The Unvarnished Truth about Marital Therapy


You are not alone if you want to know how to keep your marriage together even if counseling doesn’t work. Every year, millions of couples seek counseling, only to find that their relationships are still strained and haven’t made any progress. I made some significant discoveries and learnt the real truth about marriage counseling after coming very close to getting a divorce myself.

There are many amazing therapists and counselors who work very hard in the world. This post does not aim to disparage or minimize the job that they accomplish. The reality is that couples who go to counseling experience divorce at rates that are comparable to those of couples who do not. Further research indicates that the success rate of conventional marriagevirtual counseling is only around 20%.

The majority of counselors’ education and training appear to be the source of the issue. Instead of virtual counseling, the majority of this education emphasizes individual therapy. The individual’s happiness and sense of fulfillment in life are emphasized. Using this same strategy to relationships is frequently very unsuccessful and may even exacerbate issues. Usually, the focus of this kind of counseling is on improving communication abilities. Although communication is crucial in marriages, it is frequently not the root of the issue, and it is unlikely that improved communication will be able to save a marriage in trouble.

Would you visit a pricy physician who failed to successfully treat 80% of his patients? Marriage counseling can cost thousands of dollars, but many couples still get divorced. We went through the process of improving our communication skills while attending marriage counseling. However, improved communication just led us to fight more effectively. Despite our counselor’s (a PhD) best efforts, we received no actual benefit from any of the counseling sessions we attended.

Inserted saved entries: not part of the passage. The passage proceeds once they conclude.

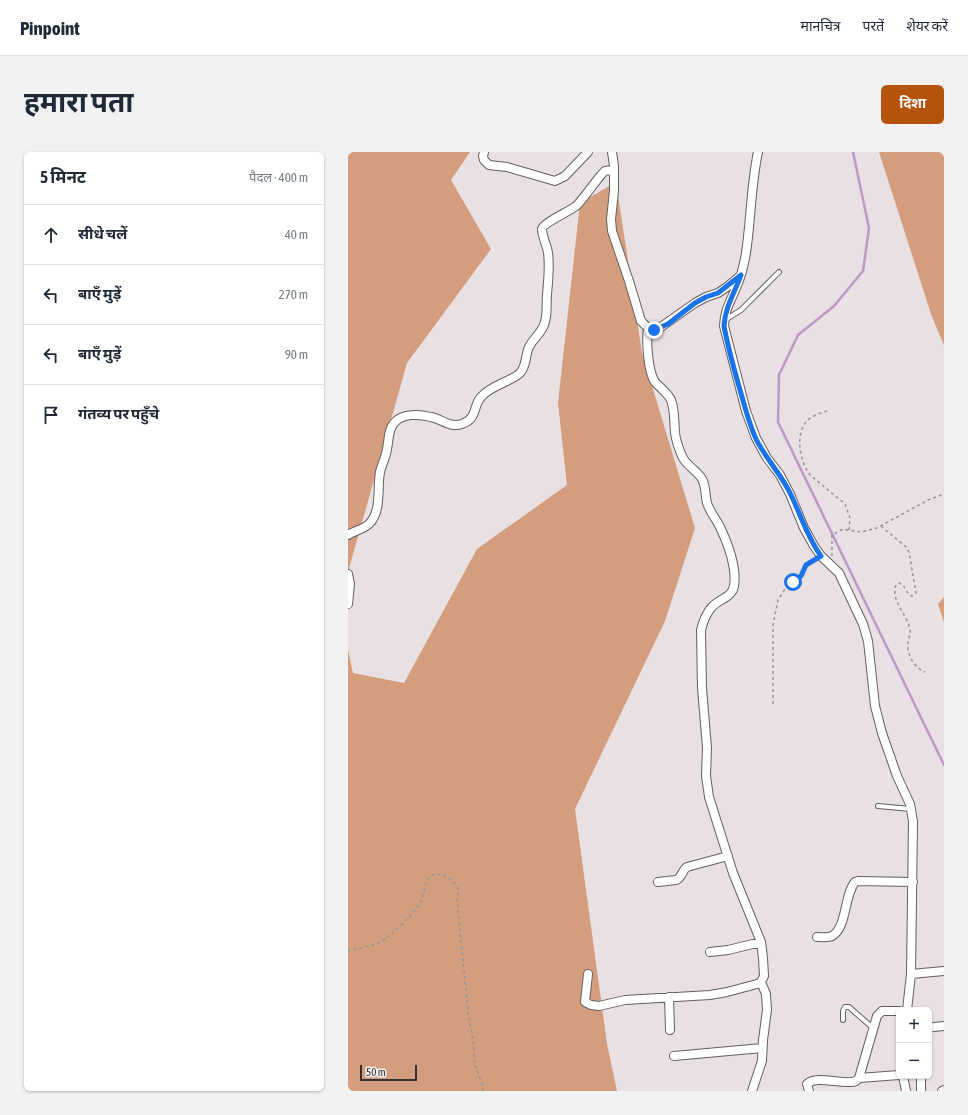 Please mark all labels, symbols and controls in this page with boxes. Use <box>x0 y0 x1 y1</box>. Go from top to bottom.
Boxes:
text: Pinpoint <box>20 17 80 39</box>
text: मानचित्र <box>801 18 841 34</box>
text: परतें <box>863 18 884 34</box>
text: शेयर करें <box>906 18 948 34</box>
button: दिशा <box>881 85 944 124</box>
text: हमारा पता <box>24 86 134 118</box>
text: 5 मिनट <box>40 167 86 187</box>
text: पैदल · 400 m <box>249 170 308 185</box>
icon: ahead <box>40 224 62 246</box>
text: सीधे चलें <box>78 225 127 242</box>
text: 40 m <box>285 227 308 242</box>
icon: left <box>40 284 62 306</box>
text: बाएँ मुड़ें <box>78 285 121 302</box>
text: 270 m <box>279 287 308 302</box>
route end <box>645 321 663 339</box>
icon: left <box>40 344 62 366</box>
text: बाएँ मुड़ें <box>78 345 121 362</box>
text: 90 m <box>285 347 308 362</box>
icon: arrive <box>40 404 62 426</box>
text: गंतव्य पर पहुँचे <box>78 405 159 422</box>
route start <box>784 573 802 591</box>
map controls <box>896 1007 932 1079</box>
button: + <box>896 1007 932 1043</box>
button: − <box>896 1043 932 1079</box>
scale bar <box>360 1063 417 1082</box>
text: 50 m <box>366 1066 386 1078</box>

I was desperate to find a means to rescue my marriage after making an unsuccessful attempt at marriage counseling and almost getting a divorce in the process. I’m incredibly grateful to have learned the truth. Despite my wife’s desire for a divorce, I managed to save my marriage. I gained knowledge on what to do, what to say, and a tried-and-true process that not only saved our marriage but also transformed our lives.

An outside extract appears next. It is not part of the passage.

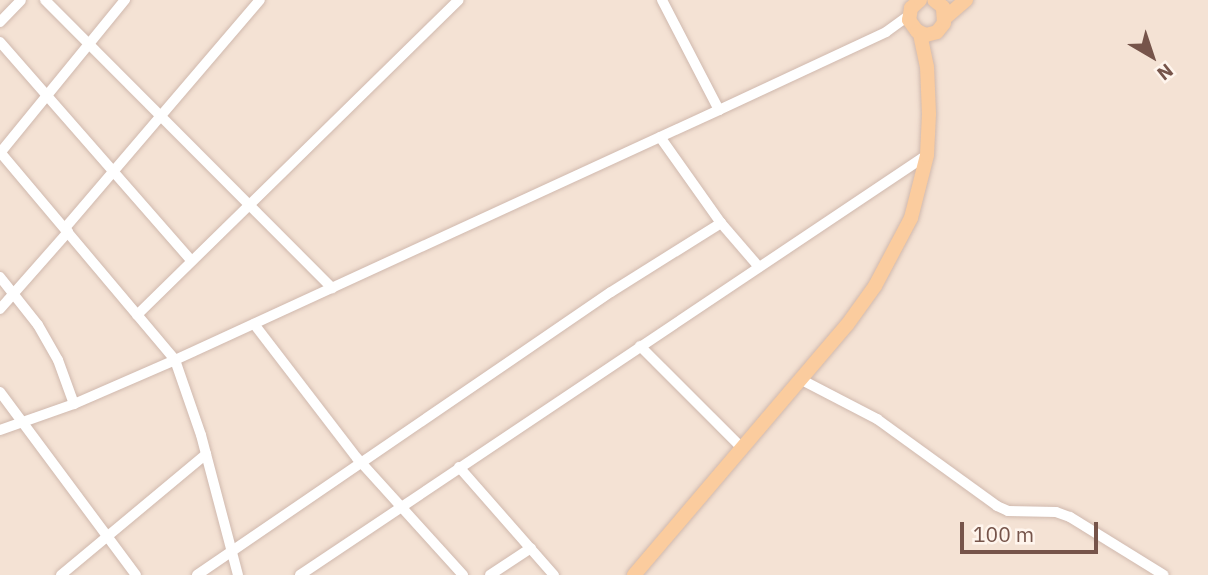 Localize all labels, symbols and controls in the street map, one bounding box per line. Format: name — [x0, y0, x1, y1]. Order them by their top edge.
north arrow — [1117, 21, 1187, 91]
text: N — [1152, 59, 1178, 86]
scale bar — [963, 508, 1101, 552]
text: 100 m — [973, 520, 1034, 548]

A marriage that had a solid foundation of love, trust, and faith is frequently afterwards found to be in “troubled waters.” There are numerous factors that could have influenced the issues. Your marriage may simply “not feel right” or it may appear as though it is about to collapse and disintegrate. Nevertheless, hold onto hope—you might only require a little Christian marriage counseling.

Any Christian relationship may be transformed into the marriage of your dreams by following these 5 undiscovered steps, which will make it not only a healthy and solid connection but also a strong one. You will discover that by adhering to these Christian counseling insider tips, you can have a lovely, thrilling, and heartwarming relationship in almost no time since you both love Him. Are you prepared for some advice from a Christian marital counselor?

In order to have a successful and fulfilling marriage, are you both prepared and willing to venture outside of your comfort zones? If both of you honestly said “yes,” you may be sure that your efforts will yield the desired outcomes. It will be a little harder and take a little longer if only you are prepared to do that and your spouse isn’t, but the likelihood that you can reclaim or achieve the desired dream companionship is still quite strong.

Your ability to reclaim and sustain your personal happiness is without a doubt. Simply implement as many of these top-secret strategies as you are able to, and over time, you’ll be astonished by the fruitful effects that a little Christian marriage counseling with the aid of one or more Christian counselors offer guidance in-person or through the word generates.

Kindly but honestly express your happy experiences, aspirations, frustrations, and emotions, including rage. During your thirty minutes together, treat your partner like the most important person in your life. If needed, act fake. So regardless of how poorly you think the other person is acting respectfully, be sincere in your dialogue. During this “conversation time,” treat your partner as Christ would if he or she were sitting next to you both. A visit for some Christian marriage counseling may be a great choice if you’re struggling with this phase.